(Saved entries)
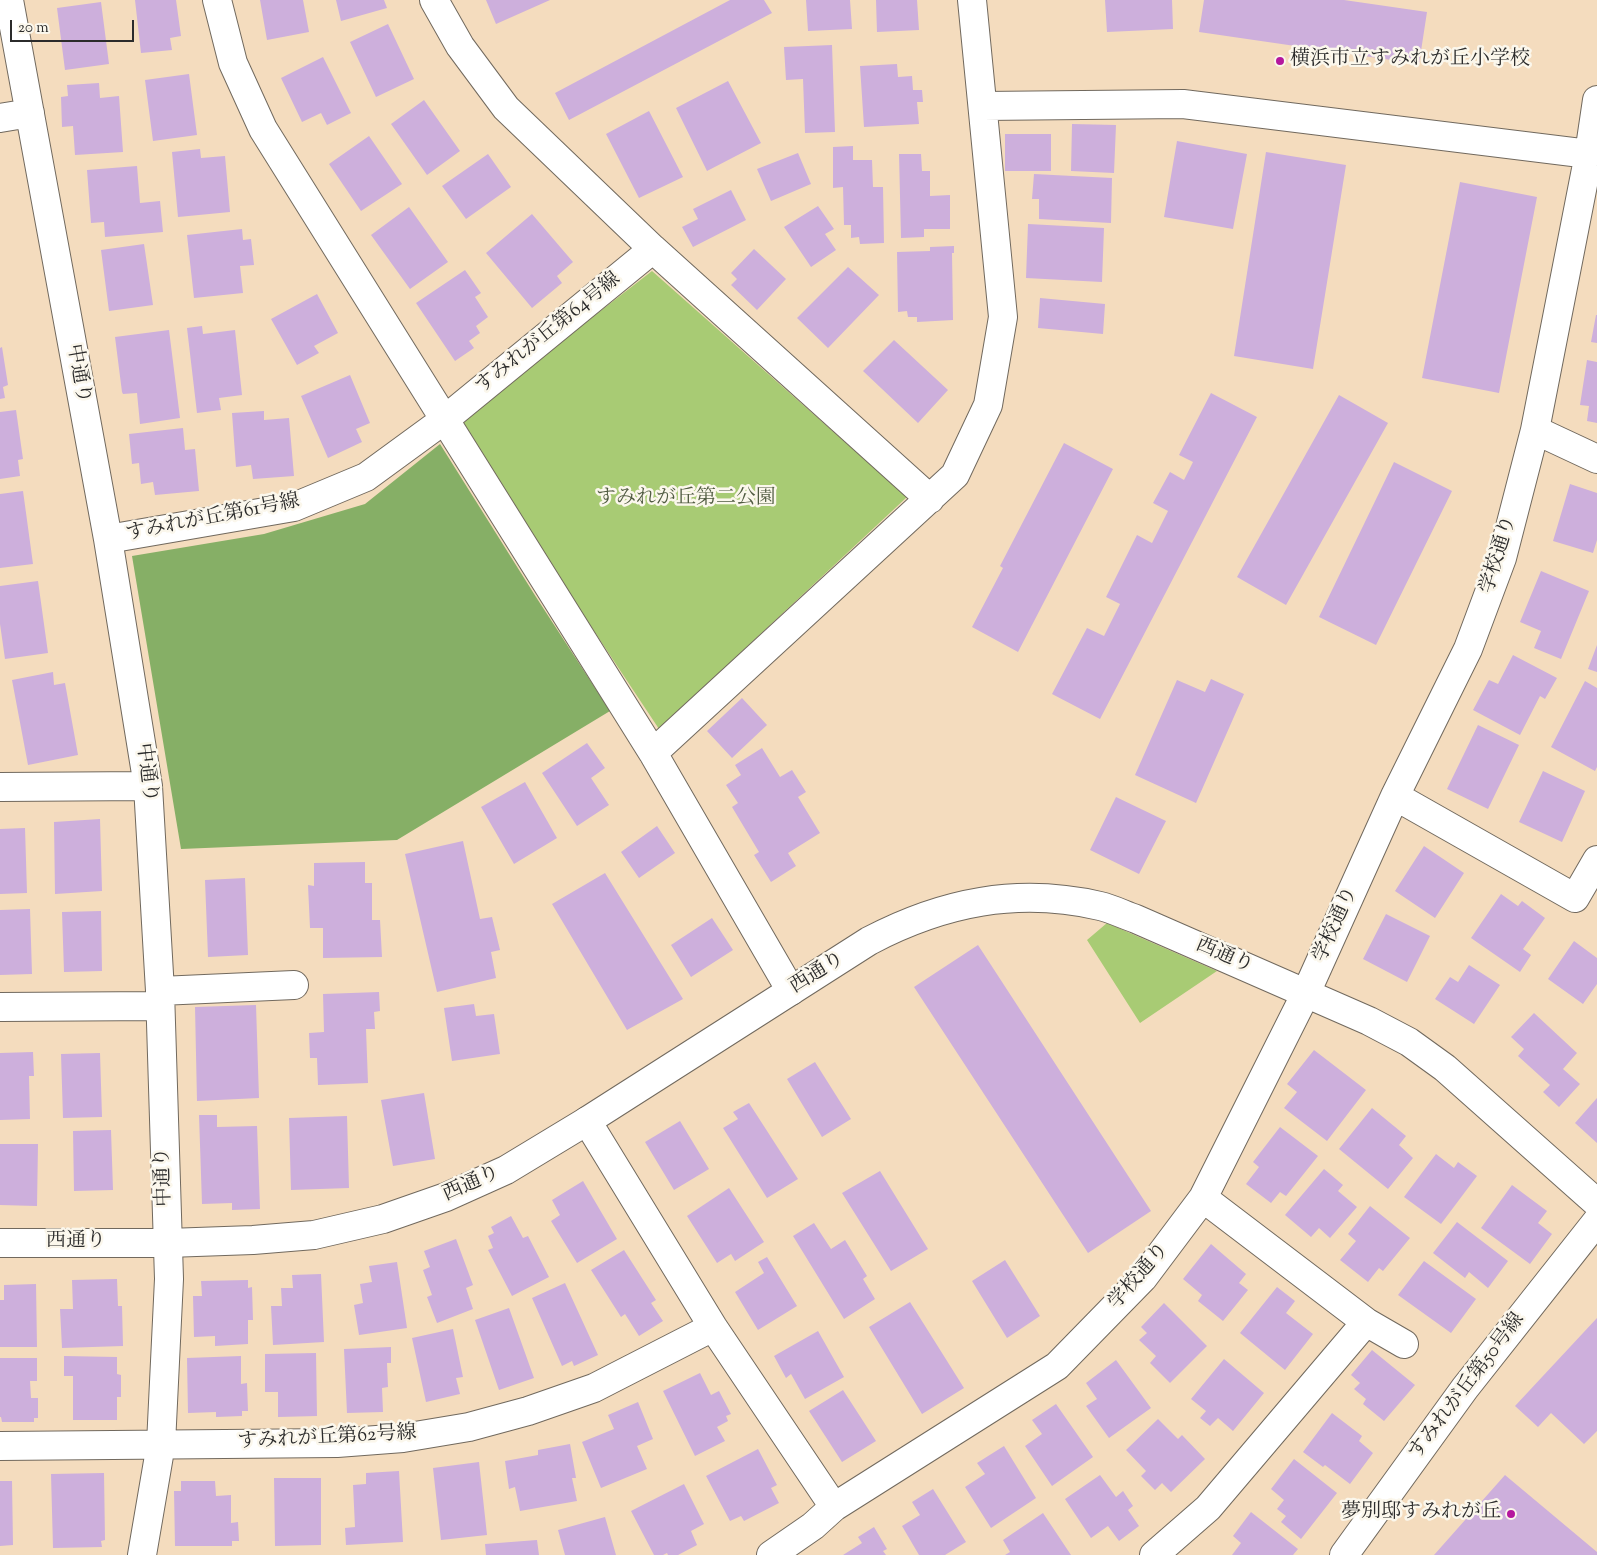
<!DOCTYPE html>
<html>
<head>
<meta charset="utf-8">
<style>
  body { margin:0 }
  #map { position:relative; width:1597px; height:1555px; overflow:hidden; background:#f4dcbe; font-family:"Sorts Mill Goudy",serif }
  canvas { display:block }
  .scale { position:absolute; left:10px; top:20px; width:124px; height:22px; box-sizing:border-box; border:2px solid #2b2b2b; border-top:0; padding-left:6px; font-size:15px; line-height:18px; white-space:nowrap; color:#2b2b2b; -webkit-text-stroke:4px #fbf7ec; paint-order:stroke }
</style>
</head>
<body>
<div id="map">
<canvas width="1597" height="1555"></canvas>
<div class="scale">20 m</div>
</div>
<script>
const ctx = document.querySelector('canvas').getContext('2d');
ctx.lineJoin = 'round';
function fillPath(path, color) { ctx.fillStyle = color; ctx.fill(path, 'evenodd'); }
function strokePath(path, color, width, dash) { ctx.strokeStyle = color; ctx.lineWidth = width; ctx.lineCap = dash ? 'butt' : 'round'; ctx.setLineDash(dash || []); ctx.stroke(path); }
function label(font, color, halo, rows, align = 'center') {
  ctx.font = font + ' "Sorts Mill Goudy","Noto Serif JP",serif'; ctx.lineWidth = 5; ctx.setLineDash([]); ctx.textBaseline = 'middle'; ctx.strokeStyle = halo; ctx.fillStyle = color; for (const [text, x, y, turn = 0] of rows) {
    ctx.save(); ctx.translate(x, y); ctx.rotate((+turn || 0) * Math.PI / 180); ctx.textAlign = isNaN(turn) ? turn : align; if (halo) ctx.strokeText(text, 0, 0); ctx.fillText(text, 0, 0); ctx.restore();
  }
}
fillPath(new Path2D(`
  M652 271 907 497 659 729 456 423Z
  M1107 923 1217 971 1140 1023 1087 940Z`), '#a8cb74');
fillPath(new Path2D(`
  M440 444 536 597 610 711 397 840 181 849 132 556 264 534 365 504Z`), '#86af66');
fillPath(new Path2D(`
  M135 0H176L181 36 170 38 172 50 141 53Z
  M260 0H303L309 32 267 40Z
  M336 0H384L387 8 341 21Z
  M486 0H550L496 24Z
  M730 0H764L772 13 569 120 555 93Z
  M806 0H850L852 29 808 31Z
  M876 0H917L919 30 877 32Z
  M1105 0H1172L1173 29 1107 32Z
  M1204 0H1344L1427 12 1419 64 1199 32Z
  M101 2 109 64 65 70 57 8Z
  M388 24 414 79 376 97 350 42Z
  M832 45 835 132 805 133 803 79 786 80 784 47Z
  M323 57 351 113 327 125 321 113 302 122 281 78Z
  M897 64 898 77 912 76 913 90H922L923 102H917L919 124 864 127 860 66Z
  M189 74 197 135 153 141 145 80Z
  M728 81 761 143 707 171 676 108Z
  M99 83 100 98 119 96 123 152 75 155 73 126 62 127 61 97 68 96 67 85Z
  M424 100 460 151 427 175 391 124Z
  M649 111 683 177 639 198 606 134Z
  M1072 124 1116 125 1114 173 1071 171Z
  M1005 134H1051V171H1005Z
  M369 136 402 184 361 211 329 164Z
  M1177 141 1247 154 1233 229 1164 217Z
  M853 146V160H872L873 187H883L884 243 860 244 859 237 851 238V225H844L843 187 833 188V147Z
  M200 149 201 158 225 156 230 212 178 217 172 152Z
  M1266 152 1346 165 1313 369 1234 356Z
  M798 153 811 184 771 201 757 169Z
  M488 154 511 187 466 219 442 186Z
  M899 154H921L922 171H930V196L950 195V229H924V237L901 238Z
  M137 166 140 203 160 201 163 232 105 237 104 222 91 223 87 170Z
  M1034 174 1112 178 1111 223 1039 219V199H1032Z
  M1460 182 1537 197 1499 393 1422 378Z
  M731 190 746 220 693 247 682 227 698 219 693 209Z
  M818 206 834 229 825 234 836 250 811 267 784 227Z
  M409 207 448 262 410 289 371 235Z
  M532 214 573 262 557 276 562 283 532 308 486 253Z
  M1028 224 1104 228 1102 282 1026 278Z
  M242 229 243 240 251 239 254 265 240 266 243 293 194 298 187 235Z
  M144 244 153 305 109 311 101 250Z
  M954 246V253H952L953 320 917 322V317H908L907 311 898 312 897 252 930 251V247Z
  M754 249 786 279 757 310 731 285 737 279 731 273Z
  M848 267 879 295 828 348 797 318Z
  M465 270 481 293 475 297 488 317 476 326 480 333 469 341 474 348 455 361 416 303Z
  M317 294 338 333 314 346 319 353 297 365 271 319Z
  M1040 298 1105 304 1103 334 1038 328Z
  M1596 315H1597V343L1591 342Z
  M202 326 203 334 235 330 242 395 219 398 221 410 197 413 187 328Z
  M169 330 180 418 140 424 137 393 123 394 122 392 115 337Z
  M894 340 948 390 918 423 863 371Z
  M2 347 8 385 3 387 5 398 0 399V348Z
  M1587 360 1597 362V423L1587 421 1589 406 1580 405Z
  M350 375 370 423 356 429 362 442 328 458 301 396Z
  M1211 393 1257 417 1100 719 1052 694 1087 628 1104 636 1120 604 1106 597 1137 535 1152 543 1168 511 1153 503 1170 472 1184 480 1193 462 1179 455Z
  M1339 395 1388 423 1286 605 1237 577Z
  M16 410 23 459 18 460 20 476 0 479V412Z
  M264 411V420L289 418 294 476 253 479 251 465 236 467 232 413Z
  M183 428 185 450 195 449 199 491 155 495 153 482 141 484 139 463 132 464 129 434Z
  M1064 443 1113 469 1018 652 972 627 1003 568 1000 566Z
  M1394 462 1452 491 1376 645 1319 617Z
  M1570 484 1597 493V540L1593 553 1553 541Z
  M23 491 33 564 0 568V494Z
  M1541 571 1589 591 1561 659 1534 648 1541 631 1520 622Z
  M38 581 48 653 5 659 0 624V586Z
  M1597 645V672L1588 669Z
  M1513 655 1557 678 1545 699 1540 696 1520 735 1473 710 1489 680 1498 684Z
  M53 672 54 685 65 683 78 755 28 765 12 680Z
  M1211 679 1244 694 1196 803 1135 775 1177 680 1205 692Z
  M1585 681 1597 688V767L1595 771 1551 747Z
  M742 698 767 725 732 758 707 731Z
  M1478 725 1519 745 1488 809 1447 789Z
  M587 743 605 768 591 778 609 805 577 826 542 773Z
  M762 748 780 777 792 770 806 792 798 797 820 833 788 853 796 866 771 882 754 855 759 852 732 807 738 803 726 785 741 775 735 765Z
  M1543 771 1585 791 1562 842 1519 822Z
  M525 782 557 838 514 864 481 807Z
  M1116 797 1166 821 1139 874 1090 850Z
  M100 819 102 891 55 894 54 822Z
  M657 826 675 853 639 878 621 852Z
  M25 828 27 893 0 894V829Z
  M463 841 480 919 492 917 500 950 491 952 496 978 437 992 405 854Z
  M1424 846 1464 873 1435 918 1395 891Z
  M365 862V883H372V920H380L382 957 323 958V928H310L308 885 314 886V863Z
  M605 873 683 999 627 1030 552 904Z
  M245 878 248 955 208 957 205 880Z
  M1501 894 1518 906 1522 901 1545 918 1523 949 1531 955 1520 972 1471 938Z
  M30 909 32 974 0 975V910Z
  M101 911 102 971 64 972 62 912Z
  M1386 914 1430 936 1407 982 1363 959Z
  M712 918 733 950 691 977 671 945Z
  M1574 941 1597 958V984L1583 1004 1548 979Z
  M978 945 1151 1211 1088 1253 914 987Z
  M1469 965 1500 985 1474 1024 1435 999 1450 977 1458 982Z
  M379 992 380 1011 374 1012 375 1029H366L368 1083 318 1085 317 1058H310L309 1033 324 1032 323 994Z
  M474 1004 476 1016 494 1014 500 1054 452 1061 444 1008Z
  M256 1005 259 1098 197 1101 195 1007Z
  M1534 1013 1577 1053 1563 1069 1580 1084 1559 1107 1543 1092 1550 1085 1518 1056 1524 1049 1511 1037Z
  M1314 1050 1366 1090 1327 1141 1284 1108 1297 1092 1287 1084Z
  M33 1052 34 1076H29L30 1119 0 1120V1053Z
  M100 1053 102 1117 63 1118 61 1054Z
  M815 1062 851 1119 822 1137 787 1079Z
  M424 1093 435 1159 393 1166 381 1100Z
  M1597 1098V1143L1575 1123Z
  M749 1103 798 1179 767 1198 723 1128 738 1119 733 1112Z
  M1372 1108 1406 1136 1399 1145 1413 1158 1388 1189 1339 1149Z
  M199 1115H217V1127L257 1126 260 1209 232 1210V1203L202 1204Z
  M347 1116 349 1188 291 1190 289 1118Z
  M680 1121 709 1169 674 1190 645 1142Z
  M1280 1127 1318 1156 1286 1196 1280 1192 1271 1203 1246 1184 1259 1167 1253 1162Z
  M111 1130 113 1190 74 1191 73 1131Z
  M0 1144H38L37 1206 0 1205Z
  M1436 1154 1454 1168 1458 1162 1477 1176 1441 1224 1404 1197Z
  M1324 1169 1343 1185 1338 1191 1357 1207 1330 1238 1319 1228 1311 1237 1285 1215Z
  M880 1171 928 1249 891 1271 842 1193Z
  M583 1181 617 1239 577 1263 551 1221 560 1215 552 1200Z
  M1512 1185 1547 1211 1538 1223 1552 1234 1530 1264 1481 1228Z
  M729 1188 764 1242 735 1261 731 1254 717 1263 687 1216Z
  M1370 1206 1410 1238 1383 1271 1379 1268 1368 1282 1340 1260 1356 1241 1348 1234Z
  M511 1216 523 1238 528 1236 549 1277 512 1296 488 1250 493 1248 488 1236 494 1233 491 1227Z
  M1457 1222 1508 1261 1488 1288 1469 1272 1465 1278 1433 1253Z
  M814 1223 831 1249 845 1240 867 1276 863 1279 875 1299 844 1319 793 1236Z
  M456 1239 473 1285 466 1288 473 1309 437 1323 427 1297 432 1295 423 1270 430 1267 424 1251Z
  M1211 1244 1246 1274 1239 1283 1248 1290 1223 1321 1198 1301 1202 1295 1183 1279Z
  M624 1250 656 1300 651 1303 663 1321 639 1336 625 1314 621 1317 591 1270Z
  M767 1257 797 1306 758 1330 735 1292 764 1273 758 1262Z
  M1005 1260 1040 1316 1007 1338 972 1281Z
  M1424 1261 1476 1299 1451 1333 1398 1295Z
  M397 1262 407 1328 359 1335 354 1305 363 1303 360 1284 372 1282 369 1266Z
  M321 1274 324 1342 273 1345 271 1306H282L281 1288H293L292 1275Z
  M117 1279 118 1306H122L123 1346 62 1348 60 1309H73L72 1280Z
  M248 1280V1288L252 1287 253 1320H248V1344L215 1346V1336L194 1337 193 1296H202L201 1281Z
  M565 1283 598 1355 574 1366 572 1361 562 1366 532 1298Z
  M36 1284 37 1347H0V1300H4V1285Z
  M1277 1287 1295 1301 1286 1313 1313 1334 1285 1370 1240 1333Z
  M910 1302 964 1388 922 1414 869 1327Z
  M1164 1303 1207 1346 1170 1383 1150 1363 1156 1356 1139 1340 1147 1333 1141 1327Z
  M509 1308 534 1378 499 1390 475 1320Z
  M1597 1318V1431L1584 1444 1551 1413 1538 1427 1515 1406Z
  M453 1329 463 1377 456 1378 460 1394 426 1402 412 1338Z
  M818 1331 844 1377 805 1399 791 1374 786 1378 774 1356Z
  M391 1347V1363H387L388 1387 382 1388 383 1412 347 1413 344 1349Z
  M1372 1350 1415 1385 1384 1421 1363 1404 1366 1399 1354 1389 1360 1383 1351 1375Z
  M316 1353 317 1416 278 1417V1392H265V1354Z
  M64 1356 117 1357V1374L121 1375V1397H117V1420H73V1376H64Z
  M241 1356V1384L247 1383 248 1411H242V1416L216 1417V1412L188 1413 187 1358Z
  M0 1358H37V1381H30L31 1398H38V1418H34V1422H2L1 1417H0Z
  M1224 1359 1264 1393 1233 1431 1218 1418 1210 1426 1200 1418 1206 1411 1191 1399Z
  M1116 1360 1151 1408 1109 1438 1086 1406 1097 1399 1086 1383Z
  M700 1373 711 1395 719 1391 731 1414 726 1416 728 1421 717 1427 725 1441 695 1456 663 1391Z
  M843 1390 876 1441 842 1462 809 1411Z
  M638 1402 653 1439 637 1446 647 1469 601 1488 582 1442 614 1429 608 1415Z
  M1056 1404 1093 1457 1052 1486 1025 1446 1042 1434 1032 1420Z
  M1332 1413 1362 1436 1359 1441 1373 1453 1350 1484 1325 1465 1323 1467 1303 1452Z
  M1158 1419 1178 1439 1182 1435 1205 1459 1171 1492 1162 1483 1155 1490 1141 1476 1146 1471 1126 1450Z
  M570 1444 576 1478H572L577 1501 520 1511 515 1487 509 1489 505 1461 538 1455V1450Z
  M1004 1446 1036 1498 991 1528 965 1487 985 1474 977 1463Z
  M758 1449 777 1485 771 1488 779 1503 744 1521 741 1516 730 1521 706 1476Z
  M1294 1459 1337 1493 1301 1539 1281 1522 1286 1516 1277 1509 1284 1500 1271 1489Z
  M479 1462 487 1535 441 1540 433 1468Z
  M399 1471 403 1542 346 1545 345 1528 355 1527 353 1485 366 1484V1473Z
  M104 1473 105 1540 101 1541 102 1547 53 1548 51 1474Z
  M1100 1475 1116 1497 1123 1491 1133 1506 1128 1510 1139 1526 1119 1541 1108 1526 1091 1538 1065 1499Z
  M1505 1475 1597 1552V1555H1434Z
  M274 1478H321V1545L275 1546Z
  M0 1481H12L13 1545 0 1546Z
  M181 1481H215L216 1496 231 1495V1523L238 1522 239 1541H232V1546H175L174 1491H181Z
  M684 1484 704 1524 691 1531 697 1545 678 1555H668L667 1553 663 1555H654L631 1511Z
  M933 1489 966 1542 945 1555H919L902 1526 920 1515 912 1502Z
  M1251 1512 1298 1549 1293 1555H1232L1241 1543 1233 1536Z
  M1043 1513 1071 1555H1005L1010 1552 1003 1540Z
  M605 1517 616 1555H565L558 1530Z
  M874 1527 887 1549 883 1551 886 1555H843L862 1543 858 1537Z
  M537 1540 539 1555H486L485 1544Z`), '#cdafdc');
const street = new Path2D(`
  M9 0 108 539 148 786 160 991 169 1279 161 1444 142 1555
  M217 0 233 63 263 129 653 753 791 991
  M434 0 460 46 506 108 653 249 930 499
  M983 106 1183 104 1589 154
  M0 118 30 113
  M1535 430 1597 459
  M108 539 294 507 366 477 444 420 653 249
  M653 753 955 475 988 405 1003 317 972 0
  M0 787 148 786
  M1395 796 1575 898 1597 860
  M160 991 294 985
  M0 1007 160 1006
  M587 1121 713 1327 834 1507
  M1203 1198 1366 1322 1404 1344
  M0 1446 337 1443 403 1438 469 1427 528 1411 594 1388 713 1327
  M771 1555 813 1526 834 1507 1057 1366 1143 1278 1203 1198 1306 993 1395 796 1468 649 1502 558 1535 430 1589 154 1597 100
  M1154 1555 1208 1508 1366 1322
  M1344 1555 1465 1388 1597 1221`);
const secondary = new Path2D(`
  M0 1243H168L253 1240 314 1235 383 1219 446 1197 506 1170 587 1121 869 941C943 902 1018 887 1100 906 1113 909 1124 915 1136 919L1369 1021 1409 1042 1445 1068 1597 1203`);
strokePath(street, '#71695e', 30);
strokePath(secondary, '#71695e', 30);
strokePath(street, '#fff', 28);
strokePath(secondary, '#fff', 28);
for (const [x, y, r, color] of [
  [1280,61,5,"#b5179e"],
  [1511,1514,5,"#b5179e"]
]) { const dot = new Path2D(); dot.arc(x, y, r, 0, 2 * Math.PI); ctx.fillStyle = color; ctx.fill(dot); strokePath(dot, '#fbf7ec', 2); }
label('20px', '#2b2b2b', '#fbf7ec', [
  ["横浜市立すみれが丘小学校",1290,61],
  ["夢別邸すみれが丘",1501,1514,"right"]
], 'left');
label('20px', '#2b2b2b', '#fbf7ec', [
  ["すみれが丘第64号線",549,334,-39],
  ["中通り",77,374,80],
  ["すみれが丘第61号線",213,519,-11],
  ["学校通り",1500,555,-73],
  ["中通り",145,773,83],
  ["学校通り",1337,925,-66],
  ["西通り",1224,957,23],
  ["西通り",818,974,-32],
  ["中通り",165,1177,-92],
  ["西通り",472,1185,-24],
  ["西通り",76,1243],
  ["学校通り",1140,1277,-49],
  ["すみれが丘第50号線",1468,1387,-53],
  ["すみれが丘第62号線",327,1439,-3]
]);
label('20px', '#505b41', '#fbf7ec', [
  ["すみれが丘第二公園",686,500]
]);
</script>
</body>
</html>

▶ _Directions for this task_
Retype the portion of the data above that starts on the line with "M64 1356 117" and finishes on the line with "M1224 1359 1264", including both of those lines.

▶ _Solution to this exercise_
  M64 1356 117 1357V1374L121 1375V1397H117V1420H73V1376H64Z
  M241 1356V1384L247 1383 248 1411H242V1416L216 1417V1412L188 1413 187 1358Z
  M0 1358H37V1381H30L31 1398H38V1418H34V1422H2L1 1417H0Z
  M1224 1359 1264 1393 1233 1431 1218 1418 1210 1426 1200 1418 1206 1411 1191 1399Z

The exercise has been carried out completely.